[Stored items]
■ ■ ■ ■ ■
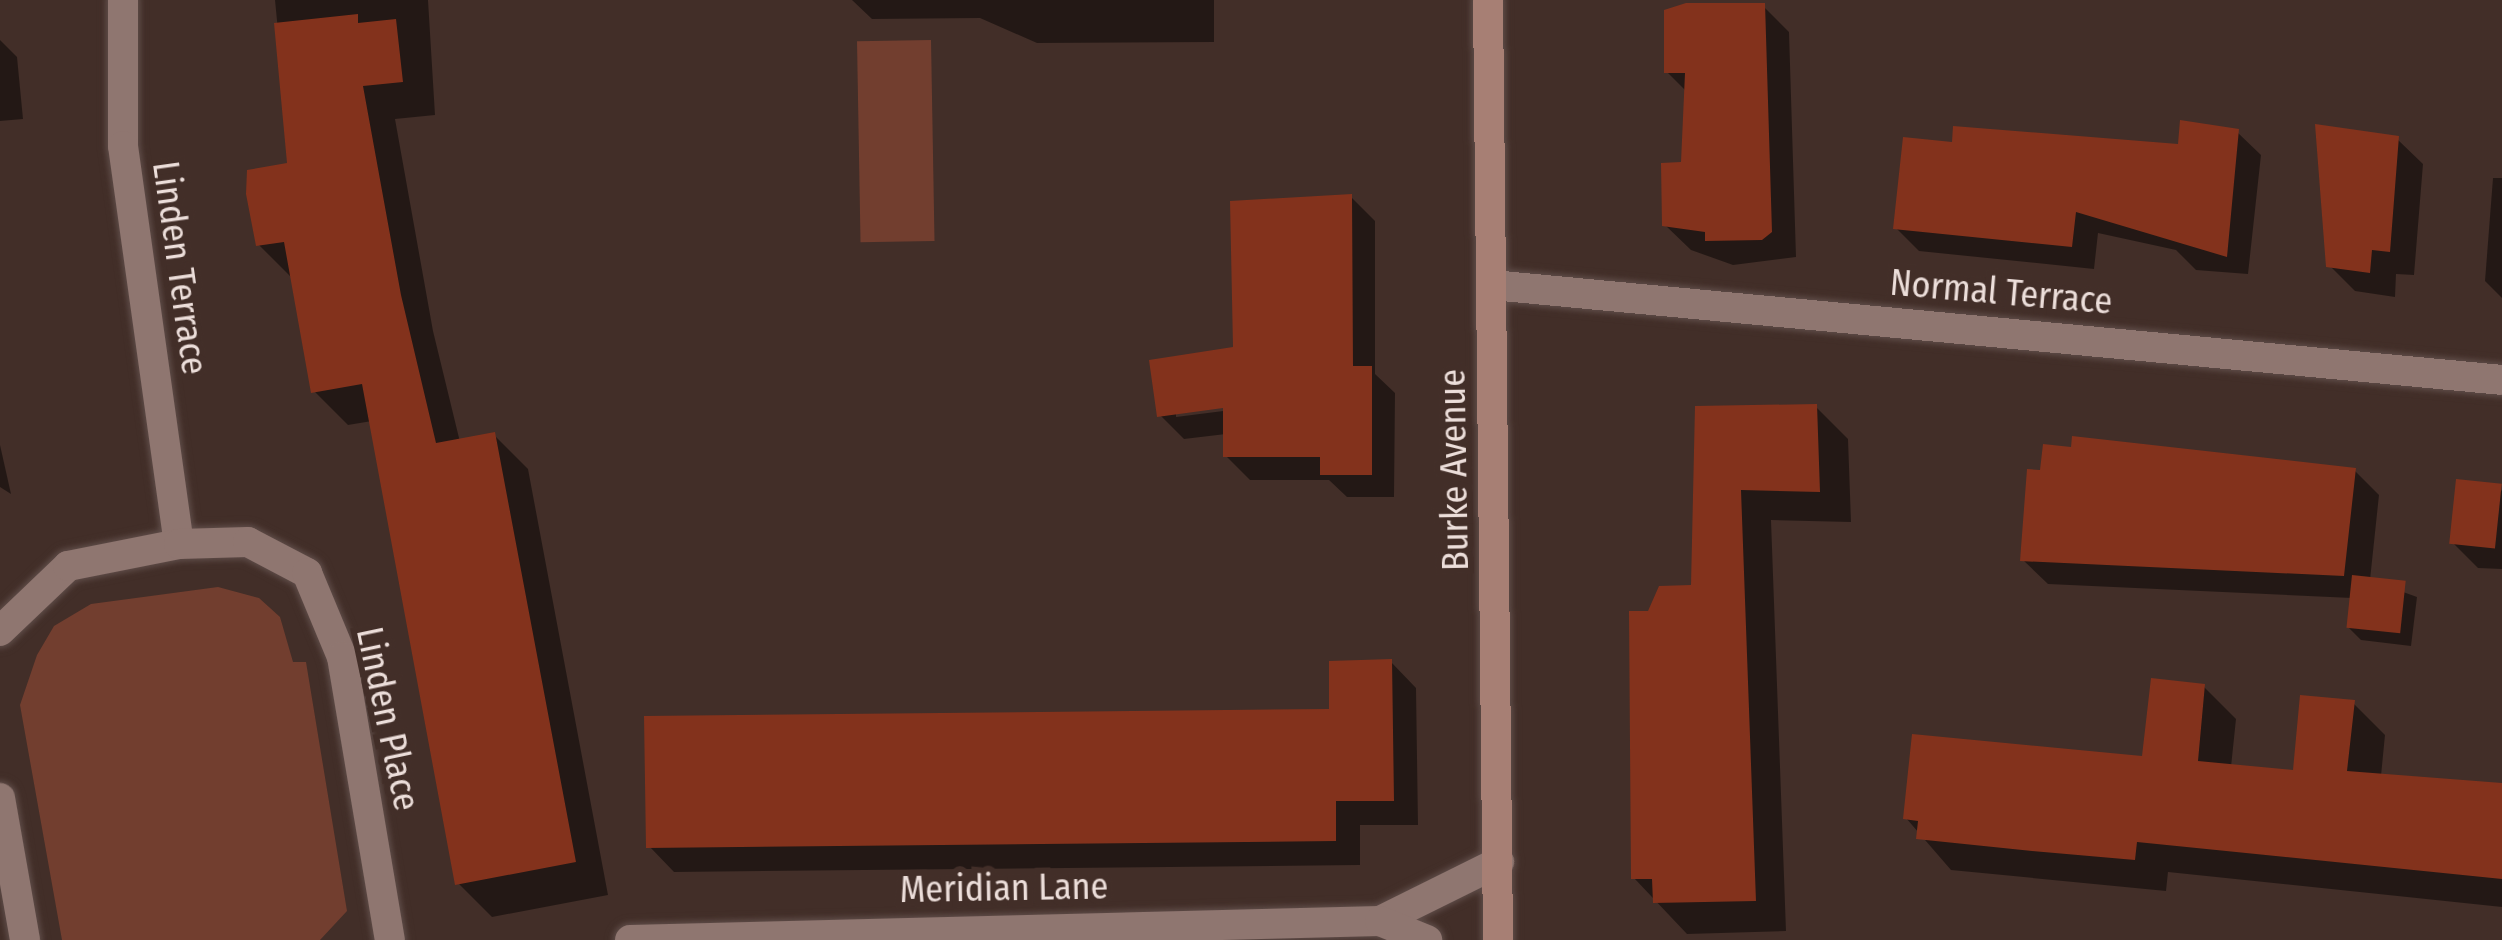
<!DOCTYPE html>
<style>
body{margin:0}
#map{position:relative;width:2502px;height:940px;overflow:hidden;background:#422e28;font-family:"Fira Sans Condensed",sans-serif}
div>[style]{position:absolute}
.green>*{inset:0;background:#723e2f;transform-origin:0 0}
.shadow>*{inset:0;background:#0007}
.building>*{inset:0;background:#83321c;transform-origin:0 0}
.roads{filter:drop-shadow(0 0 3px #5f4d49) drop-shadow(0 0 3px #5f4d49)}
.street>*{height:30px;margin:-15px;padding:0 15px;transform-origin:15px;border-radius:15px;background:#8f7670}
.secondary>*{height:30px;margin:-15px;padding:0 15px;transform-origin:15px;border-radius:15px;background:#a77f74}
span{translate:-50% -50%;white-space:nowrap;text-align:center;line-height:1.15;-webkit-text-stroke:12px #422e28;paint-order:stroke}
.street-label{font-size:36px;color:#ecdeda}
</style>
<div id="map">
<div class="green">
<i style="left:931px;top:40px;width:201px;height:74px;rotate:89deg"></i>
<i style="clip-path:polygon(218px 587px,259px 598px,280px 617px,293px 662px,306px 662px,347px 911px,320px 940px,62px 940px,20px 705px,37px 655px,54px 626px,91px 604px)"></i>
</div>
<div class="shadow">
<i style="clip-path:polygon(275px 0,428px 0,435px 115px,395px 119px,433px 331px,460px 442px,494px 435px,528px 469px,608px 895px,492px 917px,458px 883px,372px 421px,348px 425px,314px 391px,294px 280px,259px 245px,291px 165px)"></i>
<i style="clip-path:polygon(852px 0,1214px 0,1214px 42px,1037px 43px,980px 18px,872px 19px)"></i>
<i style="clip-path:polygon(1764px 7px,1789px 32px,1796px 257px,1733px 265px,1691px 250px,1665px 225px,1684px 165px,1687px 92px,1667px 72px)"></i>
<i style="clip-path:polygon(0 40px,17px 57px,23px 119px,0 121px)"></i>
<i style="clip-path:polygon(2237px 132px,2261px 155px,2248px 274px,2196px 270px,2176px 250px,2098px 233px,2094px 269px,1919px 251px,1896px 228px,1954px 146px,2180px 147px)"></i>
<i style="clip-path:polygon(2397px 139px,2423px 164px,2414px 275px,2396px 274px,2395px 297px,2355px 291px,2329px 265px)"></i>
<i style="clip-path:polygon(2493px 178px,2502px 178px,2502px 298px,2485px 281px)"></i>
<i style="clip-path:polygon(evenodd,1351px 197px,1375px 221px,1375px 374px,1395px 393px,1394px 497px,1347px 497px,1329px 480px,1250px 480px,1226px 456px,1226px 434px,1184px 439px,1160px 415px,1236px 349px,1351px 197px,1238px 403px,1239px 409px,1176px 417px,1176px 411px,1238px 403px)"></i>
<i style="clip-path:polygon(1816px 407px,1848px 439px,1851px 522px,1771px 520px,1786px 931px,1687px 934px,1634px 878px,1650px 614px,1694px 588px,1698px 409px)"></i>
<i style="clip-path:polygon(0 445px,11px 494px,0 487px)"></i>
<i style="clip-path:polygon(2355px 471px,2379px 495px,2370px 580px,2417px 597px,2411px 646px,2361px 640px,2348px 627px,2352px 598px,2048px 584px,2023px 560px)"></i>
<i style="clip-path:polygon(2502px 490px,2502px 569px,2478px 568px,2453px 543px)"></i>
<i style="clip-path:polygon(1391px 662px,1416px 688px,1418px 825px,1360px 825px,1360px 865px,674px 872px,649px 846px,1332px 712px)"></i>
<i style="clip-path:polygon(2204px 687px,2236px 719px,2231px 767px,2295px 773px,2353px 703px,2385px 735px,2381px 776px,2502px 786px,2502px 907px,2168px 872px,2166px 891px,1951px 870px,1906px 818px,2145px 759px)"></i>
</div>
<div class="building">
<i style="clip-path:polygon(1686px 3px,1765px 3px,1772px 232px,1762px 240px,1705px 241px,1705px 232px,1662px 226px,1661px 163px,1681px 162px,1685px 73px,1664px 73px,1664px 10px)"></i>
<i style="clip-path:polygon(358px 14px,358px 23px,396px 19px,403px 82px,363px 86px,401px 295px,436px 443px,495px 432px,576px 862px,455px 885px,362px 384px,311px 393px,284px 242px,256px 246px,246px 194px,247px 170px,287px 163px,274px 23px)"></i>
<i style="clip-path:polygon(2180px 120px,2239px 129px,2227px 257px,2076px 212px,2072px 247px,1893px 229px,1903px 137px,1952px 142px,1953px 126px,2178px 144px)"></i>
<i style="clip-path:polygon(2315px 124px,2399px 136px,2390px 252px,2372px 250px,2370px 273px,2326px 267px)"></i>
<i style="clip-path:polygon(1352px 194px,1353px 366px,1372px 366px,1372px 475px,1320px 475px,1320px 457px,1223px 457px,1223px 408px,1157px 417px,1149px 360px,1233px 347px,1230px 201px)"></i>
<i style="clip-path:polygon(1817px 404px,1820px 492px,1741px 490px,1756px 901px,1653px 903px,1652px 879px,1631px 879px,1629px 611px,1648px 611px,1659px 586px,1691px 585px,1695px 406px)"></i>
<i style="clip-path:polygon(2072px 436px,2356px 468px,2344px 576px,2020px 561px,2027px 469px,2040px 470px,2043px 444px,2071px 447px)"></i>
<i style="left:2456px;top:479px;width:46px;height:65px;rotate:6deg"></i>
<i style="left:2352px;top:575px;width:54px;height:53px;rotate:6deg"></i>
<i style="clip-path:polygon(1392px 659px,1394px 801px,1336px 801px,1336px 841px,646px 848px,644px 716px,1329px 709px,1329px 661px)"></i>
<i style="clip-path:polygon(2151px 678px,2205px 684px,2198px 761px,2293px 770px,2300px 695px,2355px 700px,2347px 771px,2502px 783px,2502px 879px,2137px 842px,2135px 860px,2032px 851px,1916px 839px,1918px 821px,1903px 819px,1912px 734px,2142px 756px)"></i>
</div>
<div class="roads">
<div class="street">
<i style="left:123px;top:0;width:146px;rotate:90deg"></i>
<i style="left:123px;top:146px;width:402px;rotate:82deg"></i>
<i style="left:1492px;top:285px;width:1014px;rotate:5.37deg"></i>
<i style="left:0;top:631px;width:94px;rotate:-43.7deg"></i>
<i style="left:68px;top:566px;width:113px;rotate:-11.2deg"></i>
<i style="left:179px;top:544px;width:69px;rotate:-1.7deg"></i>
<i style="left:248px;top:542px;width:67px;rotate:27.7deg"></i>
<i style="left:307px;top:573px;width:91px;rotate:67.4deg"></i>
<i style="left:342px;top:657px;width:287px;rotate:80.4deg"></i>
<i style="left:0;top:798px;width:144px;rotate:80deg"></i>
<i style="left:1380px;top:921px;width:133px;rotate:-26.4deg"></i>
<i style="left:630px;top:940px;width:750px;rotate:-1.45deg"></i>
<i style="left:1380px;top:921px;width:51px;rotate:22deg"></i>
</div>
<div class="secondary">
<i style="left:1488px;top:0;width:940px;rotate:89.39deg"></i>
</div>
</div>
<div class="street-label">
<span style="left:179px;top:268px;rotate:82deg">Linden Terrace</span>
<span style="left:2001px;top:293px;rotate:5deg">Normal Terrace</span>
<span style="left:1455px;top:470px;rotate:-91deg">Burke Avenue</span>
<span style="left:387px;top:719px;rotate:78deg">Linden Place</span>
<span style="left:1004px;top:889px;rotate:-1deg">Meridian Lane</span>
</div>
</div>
■ ■ ■ ■ ■
• WORK REQUEST: Your task is to restate word for word the lines from the top of the data to the line containing "3px #5f4d49) drop-shadow(0", both ends included, with every picture left out.

• ANSWER TO THIS EXERCISE:
<!DOCTYPE html>
<style>
body{margin:0}
#map{position:relative;width:2502px;height:940px;overflow:hidden;background:#422e28;font-family:"Fira Sans Condensed",sans-serif}
div>[style]{position:absolute}
.green>*{inset:0;background:#723e2f;transform-origin:0 0}
.shadow>*{inset:0;background:#0007}
.building>*{inset:0;background:#83321c;transform-origin:0 0}
.roads{filter:drop-shadow(0 0 3px #5f4d49) drop-shadow(0 0 3px #5f4d49)}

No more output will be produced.